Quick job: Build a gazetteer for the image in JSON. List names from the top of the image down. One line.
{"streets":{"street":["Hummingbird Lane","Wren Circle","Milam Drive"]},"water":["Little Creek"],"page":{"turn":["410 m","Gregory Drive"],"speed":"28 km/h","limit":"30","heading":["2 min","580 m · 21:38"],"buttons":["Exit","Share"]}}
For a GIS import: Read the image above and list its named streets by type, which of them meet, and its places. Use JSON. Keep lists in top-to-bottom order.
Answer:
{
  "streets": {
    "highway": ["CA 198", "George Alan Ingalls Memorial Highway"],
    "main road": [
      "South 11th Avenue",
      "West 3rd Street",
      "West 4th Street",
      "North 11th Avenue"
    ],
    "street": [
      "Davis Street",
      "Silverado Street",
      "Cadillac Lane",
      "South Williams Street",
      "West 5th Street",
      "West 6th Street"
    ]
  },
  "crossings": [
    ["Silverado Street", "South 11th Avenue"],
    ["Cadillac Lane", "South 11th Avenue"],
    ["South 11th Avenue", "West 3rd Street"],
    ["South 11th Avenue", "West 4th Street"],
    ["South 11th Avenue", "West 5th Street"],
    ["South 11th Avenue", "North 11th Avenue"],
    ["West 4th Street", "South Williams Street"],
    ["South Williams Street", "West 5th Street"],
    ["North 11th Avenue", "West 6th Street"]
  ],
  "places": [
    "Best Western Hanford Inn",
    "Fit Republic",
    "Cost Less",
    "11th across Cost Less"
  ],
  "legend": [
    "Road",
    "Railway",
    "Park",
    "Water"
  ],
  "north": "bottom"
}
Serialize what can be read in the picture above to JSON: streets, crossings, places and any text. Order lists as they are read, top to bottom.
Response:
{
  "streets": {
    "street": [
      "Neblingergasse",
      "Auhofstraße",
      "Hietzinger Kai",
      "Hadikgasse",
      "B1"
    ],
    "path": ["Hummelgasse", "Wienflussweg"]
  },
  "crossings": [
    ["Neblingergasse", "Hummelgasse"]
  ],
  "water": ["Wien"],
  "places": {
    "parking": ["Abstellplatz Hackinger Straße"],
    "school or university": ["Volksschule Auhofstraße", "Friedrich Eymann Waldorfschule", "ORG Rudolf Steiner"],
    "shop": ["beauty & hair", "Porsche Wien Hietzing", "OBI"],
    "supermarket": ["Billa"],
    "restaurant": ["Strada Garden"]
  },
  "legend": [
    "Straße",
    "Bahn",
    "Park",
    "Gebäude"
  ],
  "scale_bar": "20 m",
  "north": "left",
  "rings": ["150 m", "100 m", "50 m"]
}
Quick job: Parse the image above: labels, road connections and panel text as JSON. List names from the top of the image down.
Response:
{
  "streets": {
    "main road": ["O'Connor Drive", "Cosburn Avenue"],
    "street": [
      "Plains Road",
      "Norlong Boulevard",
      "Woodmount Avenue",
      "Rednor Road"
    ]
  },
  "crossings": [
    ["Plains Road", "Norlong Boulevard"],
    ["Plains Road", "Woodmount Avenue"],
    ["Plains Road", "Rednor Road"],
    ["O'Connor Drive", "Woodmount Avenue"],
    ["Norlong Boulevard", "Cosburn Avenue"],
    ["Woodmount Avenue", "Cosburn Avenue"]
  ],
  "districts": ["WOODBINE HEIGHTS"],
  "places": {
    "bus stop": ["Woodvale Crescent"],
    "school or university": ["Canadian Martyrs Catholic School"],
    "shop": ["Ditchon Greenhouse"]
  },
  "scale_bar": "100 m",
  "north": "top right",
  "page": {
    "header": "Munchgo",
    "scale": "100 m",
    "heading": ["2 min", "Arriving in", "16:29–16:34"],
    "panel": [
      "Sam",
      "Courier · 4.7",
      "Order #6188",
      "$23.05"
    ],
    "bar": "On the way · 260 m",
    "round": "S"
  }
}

**What to work on**
Faithfully reproduce all of the material.

**Answer to this exercise**
Quick job: Build a gazetteer for the image in JSON. List names from the top of the image down. One line.
{"streets":{"street":["Hummingbird Lane","Wren Circle","Milam Drive"]},"water":["Little Creek"],"page":{"turn":["410 m","Gregory Drive"],"speed":"28 km/h","limit":"30","heading":["2 min","580 m · 21:38"],"buttons":["Exit","Share"]}}
For a GIS import: Read the image above and list its named streets by type, which of them meet, and its places. Use JSON. Keep lists in top-to-bottom order.
Answer:
{
  "streets": {
    "highway": ["CA 198", "George Alan Ingalls Memorial Highway"],
    "main road": [
      "South 11th Avenue",
      "West 3rd Street",
      "West 4th Street",
      "North 11th Avenue"
    ],
    "street": [
      "Davis Street",
      "Silverado Street",
      "Cadillac Lane",
      "South Williams Street",
      "West 5th Street",
      "West 6th Street"
    ]
  },
  "crossings": [
    ["Silverado Street", "South 11th Avenue"],
    ["Cadillac Lane", "South 11th Avenue"],
    ["South 11th Avenue", "West 3rd Street"],
    ["South 11th Avenue", "West 4th Street"],
    ["South 11th Avenue", "West 5th Street"],
    ["South 11th Avenue", "North 11th Avenue"],
    ["West 4th Street", "South Williams Street"],
    ["South Williams Street", "West 5th Street"],
    ["North 11th Avenue", "West 6th Street"]
  ],
  "places": [
    "Best Western Hanford Inn",
    "Fit Republic",
    "Cost Less",
    "11th across Cost Less"
  ],
  "legend": [
    "Road",
    "Railway",
    "Park",
    "Water"
  ],
  "north": "bottom"
}
Serialize what can be read in the picture above to JSON: streets, crossings, places and any text. Order lists as they are read, top to bottom.
Response:
{
  "streets": {
    "street": [
      "Neblingergasse",
      "Auhofstraße",
      "Hietzinger Kai",
      "Hadikgasse",
      "B1"
    ],
    "path": ["Hummelgasse", "Wienflussweg"]
  },
  "crossings": [
    ["Neblingergasse", "Hummelgasse"]
  ],
  "water": ["Wien"],
  "places": {
    "parking": ["Abstellplatz Hackinger Straße"],
    "school or university": ["Volksschule Auhofstraße", "Friedrich Eymann Waldorfschule", "ORG Rudolf Steiner"],
    "shop": ["beauty & hair", "Porsche Wien Hietzing", "OBI"],
    "supermarket": ["Billa"],
    "restaurant": ["Strada Garden"]
  },
  "legend": [
    "Straße",
    "Bahn",
    "Park",
    "Gebäude"
  ],
  "scale_bar": "20 m",
  "north": "left",
  "rings": ["150 m", "100 m", "50 m"]
}
Quick job: Parse the image above: labels, road connections and panel text as JSON. List names from the top of the image down.
Response:
{
  "streets": {
    "main road": ["O'Connor Drive", "Cosburn Avenue"],
    "street": [
      "Plains Road",
      "Norlong Boulevard",
      "Woodmount Avenue",
      "Rednor Road"
    ]
  },
  "crossings": [
    ["Plains Road", "Norlong Boulevard"],
    ["Plains Road", "Woodmount Avenue"],
    ["Plains Road", "Rednor Road"],
    ["O'Connor Drive", "Woodmount Avenue"],
    ["Norlong Boulevard", "Cosburn Avenue"],
    ["Woodmount Avenue", "Cosburn Avenue"]
  ],
  "districts": ["WOODBINE HEIGHTS"],
  "places": {
    "bus stop": ["Woodvale Crescent"],
    "school or university": ["Canadian Martyrs Catholic School"],
    "shop": ["Ditchon Greenhouse"]
  },
  "scale_bar": "100 m",
  "north": "top right",
  "page": {
    "header": "Munchgo",
    "scale": "100 m",
    "heading": ["2 min", "Arriving in", "16:29–16:34"],
    "panel": [
      "Sam",
      "Courier · 4.7",
      "Order #6188",
      "$23.05"
    ],
    "bar": "On the way · 260 m",
    "round": "S"
  }
}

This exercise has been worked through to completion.